Fonte: G1

Sete candidatos à Presidência da República apresentaram nesta quinta-feira (16) propostas de governo no evento Mulheres Com os Presidenciáveis, organizado pelo Grupo Mulheres do Brasil, criado em 2013 por 40 mulheres executivas de diferentes segmentos da sociedade.

A sabatina aconteceu em um teatro, na Zona Sul de São Paulo, e contou com a participação dos presidenciáveis Álvaro Dias (Podemos), Ciro Gomes (PDT), Geraldo Alckmin (PSDB), Henrique Meirelles (MDB), João Amoêdo (Novo), Marina Silva (Rede) e Vera Lúcia (PSTU).

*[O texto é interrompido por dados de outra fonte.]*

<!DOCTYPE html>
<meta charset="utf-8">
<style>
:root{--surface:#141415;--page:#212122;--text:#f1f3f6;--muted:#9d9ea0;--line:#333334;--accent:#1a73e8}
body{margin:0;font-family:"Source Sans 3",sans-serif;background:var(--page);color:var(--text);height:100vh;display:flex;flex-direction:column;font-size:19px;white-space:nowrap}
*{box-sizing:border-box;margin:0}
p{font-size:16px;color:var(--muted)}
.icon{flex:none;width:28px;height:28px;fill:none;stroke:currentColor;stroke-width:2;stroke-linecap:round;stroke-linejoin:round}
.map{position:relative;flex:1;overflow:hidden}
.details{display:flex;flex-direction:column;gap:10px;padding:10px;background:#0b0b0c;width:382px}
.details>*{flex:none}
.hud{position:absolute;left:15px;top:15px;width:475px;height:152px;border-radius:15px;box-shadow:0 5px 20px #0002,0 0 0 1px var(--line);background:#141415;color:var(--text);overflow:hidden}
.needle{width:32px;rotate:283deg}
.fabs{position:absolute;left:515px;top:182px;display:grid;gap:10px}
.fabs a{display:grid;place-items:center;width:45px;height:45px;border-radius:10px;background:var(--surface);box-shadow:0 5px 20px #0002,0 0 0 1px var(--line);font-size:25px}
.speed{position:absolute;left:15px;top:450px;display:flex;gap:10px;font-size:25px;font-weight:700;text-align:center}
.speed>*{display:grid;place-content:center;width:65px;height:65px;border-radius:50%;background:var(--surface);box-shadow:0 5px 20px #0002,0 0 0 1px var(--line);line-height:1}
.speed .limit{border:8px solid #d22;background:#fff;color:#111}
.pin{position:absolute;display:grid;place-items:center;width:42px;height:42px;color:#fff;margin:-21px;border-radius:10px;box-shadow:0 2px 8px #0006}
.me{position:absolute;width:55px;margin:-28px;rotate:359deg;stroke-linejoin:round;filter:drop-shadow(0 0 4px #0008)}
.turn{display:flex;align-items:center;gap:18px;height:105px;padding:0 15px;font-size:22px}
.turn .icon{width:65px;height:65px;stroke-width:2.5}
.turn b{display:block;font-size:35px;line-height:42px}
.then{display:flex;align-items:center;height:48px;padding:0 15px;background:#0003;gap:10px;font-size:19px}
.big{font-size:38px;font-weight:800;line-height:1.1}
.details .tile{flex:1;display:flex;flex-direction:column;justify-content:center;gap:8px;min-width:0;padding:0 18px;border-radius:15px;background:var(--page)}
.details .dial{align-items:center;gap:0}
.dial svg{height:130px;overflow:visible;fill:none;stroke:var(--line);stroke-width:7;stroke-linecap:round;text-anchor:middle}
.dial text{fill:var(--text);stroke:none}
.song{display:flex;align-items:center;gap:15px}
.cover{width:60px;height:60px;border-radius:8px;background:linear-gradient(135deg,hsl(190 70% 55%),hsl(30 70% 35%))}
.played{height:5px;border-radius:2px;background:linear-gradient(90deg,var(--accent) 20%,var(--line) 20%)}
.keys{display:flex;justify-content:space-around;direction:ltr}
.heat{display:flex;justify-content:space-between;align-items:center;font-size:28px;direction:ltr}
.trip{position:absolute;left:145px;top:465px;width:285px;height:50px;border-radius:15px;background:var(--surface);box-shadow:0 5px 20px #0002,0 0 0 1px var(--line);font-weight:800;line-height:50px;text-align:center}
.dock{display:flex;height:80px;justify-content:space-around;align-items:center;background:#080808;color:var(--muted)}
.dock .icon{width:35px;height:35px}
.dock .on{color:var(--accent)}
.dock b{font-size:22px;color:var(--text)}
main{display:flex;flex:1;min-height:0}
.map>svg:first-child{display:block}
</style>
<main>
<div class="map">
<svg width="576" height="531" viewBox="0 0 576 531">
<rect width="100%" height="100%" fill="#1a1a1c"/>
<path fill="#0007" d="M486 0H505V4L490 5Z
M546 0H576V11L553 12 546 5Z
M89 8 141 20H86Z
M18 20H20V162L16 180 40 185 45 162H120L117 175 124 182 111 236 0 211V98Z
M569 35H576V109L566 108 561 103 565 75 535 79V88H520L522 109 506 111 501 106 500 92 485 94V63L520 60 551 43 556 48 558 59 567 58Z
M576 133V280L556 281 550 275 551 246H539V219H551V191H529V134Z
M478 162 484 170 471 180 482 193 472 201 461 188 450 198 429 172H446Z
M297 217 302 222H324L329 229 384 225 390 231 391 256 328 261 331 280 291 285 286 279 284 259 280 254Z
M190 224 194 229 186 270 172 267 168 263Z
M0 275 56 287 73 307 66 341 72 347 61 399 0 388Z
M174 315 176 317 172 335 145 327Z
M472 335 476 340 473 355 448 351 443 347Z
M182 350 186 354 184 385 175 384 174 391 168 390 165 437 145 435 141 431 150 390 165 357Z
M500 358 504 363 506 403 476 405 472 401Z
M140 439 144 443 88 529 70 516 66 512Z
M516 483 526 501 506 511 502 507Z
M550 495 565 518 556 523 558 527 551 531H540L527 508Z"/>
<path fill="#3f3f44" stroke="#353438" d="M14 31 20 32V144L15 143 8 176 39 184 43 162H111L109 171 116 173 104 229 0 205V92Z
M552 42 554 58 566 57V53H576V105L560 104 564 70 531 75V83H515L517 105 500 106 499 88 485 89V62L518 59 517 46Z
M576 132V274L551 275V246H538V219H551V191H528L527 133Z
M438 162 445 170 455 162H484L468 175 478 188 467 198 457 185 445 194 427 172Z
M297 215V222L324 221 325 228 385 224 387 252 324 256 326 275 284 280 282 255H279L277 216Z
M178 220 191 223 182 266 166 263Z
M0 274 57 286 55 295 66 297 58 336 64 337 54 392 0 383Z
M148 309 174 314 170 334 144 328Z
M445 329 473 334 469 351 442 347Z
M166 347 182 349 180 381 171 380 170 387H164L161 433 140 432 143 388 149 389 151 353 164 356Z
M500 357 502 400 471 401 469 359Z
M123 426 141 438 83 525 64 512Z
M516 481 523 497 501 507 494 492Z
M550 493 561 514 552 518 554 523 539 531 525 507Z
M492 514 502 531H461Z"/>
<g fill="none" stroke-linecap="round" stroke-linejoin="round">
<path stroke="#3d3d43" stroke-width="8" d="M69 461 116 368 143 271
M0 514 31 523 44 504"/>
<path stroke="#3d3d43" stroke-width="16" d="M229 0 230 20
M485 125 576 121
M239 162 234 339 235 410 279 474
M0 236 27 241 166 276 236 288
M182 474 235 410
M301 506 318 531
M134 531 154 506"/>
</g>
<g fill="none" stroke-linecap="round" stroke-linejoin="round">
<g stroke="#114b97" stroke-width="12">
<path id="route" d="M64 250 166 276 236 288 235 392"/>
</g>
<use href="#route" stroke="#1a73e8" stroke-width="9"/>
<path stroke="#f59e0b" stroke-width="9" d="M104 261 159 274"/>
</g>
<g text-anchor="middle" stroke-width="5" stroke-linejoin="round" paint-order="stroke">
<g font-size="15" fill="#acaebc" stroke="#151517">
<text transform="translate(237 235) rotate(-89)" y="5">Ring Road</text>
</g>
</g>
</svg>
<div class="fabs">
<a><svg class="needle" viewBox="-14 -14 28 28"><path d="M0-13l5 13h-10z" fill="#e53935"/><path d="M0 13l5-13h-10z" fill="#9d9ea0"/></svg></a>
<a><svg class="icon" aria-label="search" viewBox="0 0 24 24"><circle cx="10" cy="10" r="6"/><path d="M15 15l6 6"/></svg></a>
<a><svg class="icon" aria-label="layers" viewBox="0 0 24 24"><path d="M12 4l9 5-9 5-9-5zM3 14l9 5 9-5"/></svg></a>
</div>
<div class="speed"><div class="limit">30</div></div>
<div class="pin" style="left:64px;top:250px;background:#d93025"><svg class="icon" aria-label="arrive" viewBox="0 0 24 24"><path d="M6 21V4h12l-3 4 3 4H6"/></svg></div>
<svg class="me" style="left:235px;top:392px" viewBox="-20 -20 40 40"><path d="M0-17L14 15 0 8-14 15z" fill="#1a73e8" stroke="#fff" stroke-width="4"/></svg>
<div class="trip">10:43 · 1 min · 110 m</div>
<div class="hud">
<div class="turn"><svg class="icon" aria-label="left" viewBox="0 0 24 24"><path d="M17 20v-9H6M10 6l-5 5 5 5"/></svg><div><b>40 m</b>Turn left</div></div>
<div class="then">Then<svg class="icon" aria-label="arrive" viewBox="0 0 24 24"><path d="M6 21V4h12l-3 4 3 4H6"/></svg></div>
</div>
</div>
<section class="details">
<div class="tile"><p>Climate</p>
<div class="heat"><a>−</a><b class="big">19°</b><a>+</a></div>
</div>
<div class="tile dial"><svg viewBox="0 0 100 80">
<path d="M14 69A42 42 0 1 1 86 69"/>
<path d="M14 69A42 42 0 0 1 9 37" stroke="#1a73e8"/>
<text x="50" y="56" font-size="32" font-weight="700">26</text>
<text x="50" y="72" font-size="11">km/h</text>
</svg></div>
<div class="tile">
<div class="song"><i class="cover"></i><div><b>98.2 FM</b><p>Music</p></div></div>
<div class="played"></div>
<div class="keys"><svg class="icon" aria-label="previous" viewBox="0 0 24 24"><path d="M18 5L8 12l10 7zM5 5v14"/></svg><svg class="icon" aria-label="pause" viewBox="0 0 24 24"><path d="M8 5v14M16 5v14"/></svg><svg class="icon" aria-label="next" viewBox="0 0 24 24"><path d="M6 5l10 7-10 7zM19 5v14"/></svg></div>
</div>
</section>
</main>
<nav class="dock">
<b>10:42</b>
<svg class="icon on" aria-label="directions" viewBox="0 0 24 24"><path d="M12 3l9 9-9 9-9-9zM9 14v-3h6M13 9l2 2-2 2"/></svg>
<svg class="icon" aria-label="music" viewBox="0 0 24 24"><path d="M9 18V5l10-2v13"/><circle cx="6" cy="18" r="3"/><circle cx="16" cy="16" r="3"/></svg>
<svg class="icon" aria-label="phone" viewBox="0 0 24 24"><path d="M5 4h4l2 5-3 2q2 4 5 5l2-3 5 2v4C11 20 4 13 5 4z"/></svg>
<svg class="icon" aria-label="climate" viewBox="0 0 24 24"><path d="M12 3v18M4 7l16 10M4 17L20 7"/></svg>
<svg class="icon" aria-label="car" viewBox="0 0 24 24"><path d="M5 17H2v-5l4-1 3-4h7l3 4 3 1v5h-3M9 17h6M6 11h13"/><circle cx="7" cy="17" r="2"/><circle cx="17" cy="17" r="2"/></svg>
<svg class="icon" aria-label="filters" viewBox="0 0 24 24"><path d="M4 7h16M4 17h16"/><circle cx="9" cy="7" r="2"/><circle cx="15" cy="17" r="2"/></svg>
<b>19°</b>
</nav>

Confira o que disseram os candidatos sobre a questão da “Inserção das mulheres em cargos estratégicos”:

Para a candidata Marina Silva (REDE), as mulheres vivem uma situação de injustiça grave por receberam salários menores do que os homens e por causa da violência contra elas. Marina disse que, se eleita, pretende criar condições para igualdade de oportunidades entre homens e mulheres. “Com educação de qualidade, segurança, inclusão produtiva, recursos para [mulheres] desenvolverem e assistência técnica [para] os seus próprios negócios”, disse.

Já a presidenciável Vera Lúcia (PSTU) disse que é impossível resolver o problema da humanidade, da exploração e da opressão enquanto houver uma pessoa oprimida no mundo. A candidata defendeu união de homens e mulheres na luta contra os que exploram os trabalhadores. “[Aqueles] que nos condenam ao subemprego, que nos condenam ao trabalho com salários arrochados, que nos tiram os direitos, que nos tiram o direito à creche, que condenam os nossos filhos à cadeia, que condenam os nosso filhos à morte”, afirmou.

O candidato Álvaro Dias (Podemos) citou eventos históricos, como a Revolução Francesa, para falar de igualdade e liberdade. Álvaro Dias também falou que o país precisa adotar uma pauta para que a mulher exerça “protagonismo” na economia e na política. Ele disse que, se eleito, convidará uma mulher para assumir a Secretaria Nacional de Política para Mulheres. “Certamente um choque de gestão nessa secretaria vai permitir o desenvolvimento de politicas públicas para as mulheres com muito mais eficiência”, afirmou.

Ciro Gomes (PDT) disse que o Brasil precisa de um projeto nacional de desenvolvimento, que tem como objetivo superar a desigualdade e a miséria em prazos objetivos. Ele também falou em “empoderar as mulheres”. “Quero assumir como tarefa a universalização da creche em tempo integral para todas as demandas que estão hoje mapeadas. Passam de 1 milhão e 700 mil as necessidades de vagas”, afirmou. Ele disse que sempre tentou montar equipes com metades das vagas ocupadas por mulheres.

Henrique Meirelles (MDB) disse que, apesar de trabalhar três horas a mais por semana, a mulher ganha em média 76% do que ganha o homem. O emedebista disse que a legislação já determina que pessoas no mesmo cargo não podem ganhar salários diferentes. Ele afirmou também que, se eleito, vai nomear, no mínimo, 30% de mulheres para todos os cargos de conselho das empresas estatais. “E estabelecer como uma política a ser seguida por toda empresa”, afirmou.

Geraldo Alckmin (PSDB) disse que não pode haver nenhum tipo de distinção entre homem e mulher e muito menos discriminação, “que é uma coisa inaceitável”. “Queremos trabalhar junto com as mulheres pra gente poder fazer o Brasil avançar mais, ter mais emprego, mais paz”, declarou. O candidato destacou que em primeiro lugar quer defender a vida das mulheres. “É inaceitável a violência que ocorre contra as mulheres. São Paulo foi o primeiro estado do Brasil a instituir a delegacia de defesa da mulher”, afirmou.

João Amoêdo (Novo) disse que algumas coisas são preponderantes na sociedade brasileira para que ela se desenvolva e cresça, citando o “protagonismo da mulher”. Ele disse que, se eleito, fará investimentos em creches. “Apenas 30% de crianças de zero a três anos estão em creches e o plano nacional de educação diz que chegaria a 50% só em 2024. A gente precisa dobrar isso, porque seria uma forma mais um vez também de dar condições às mulheres que hoje têm uma dupla jornada de poder estar no mercado de trabalho de forma mais atuante”, afirmou.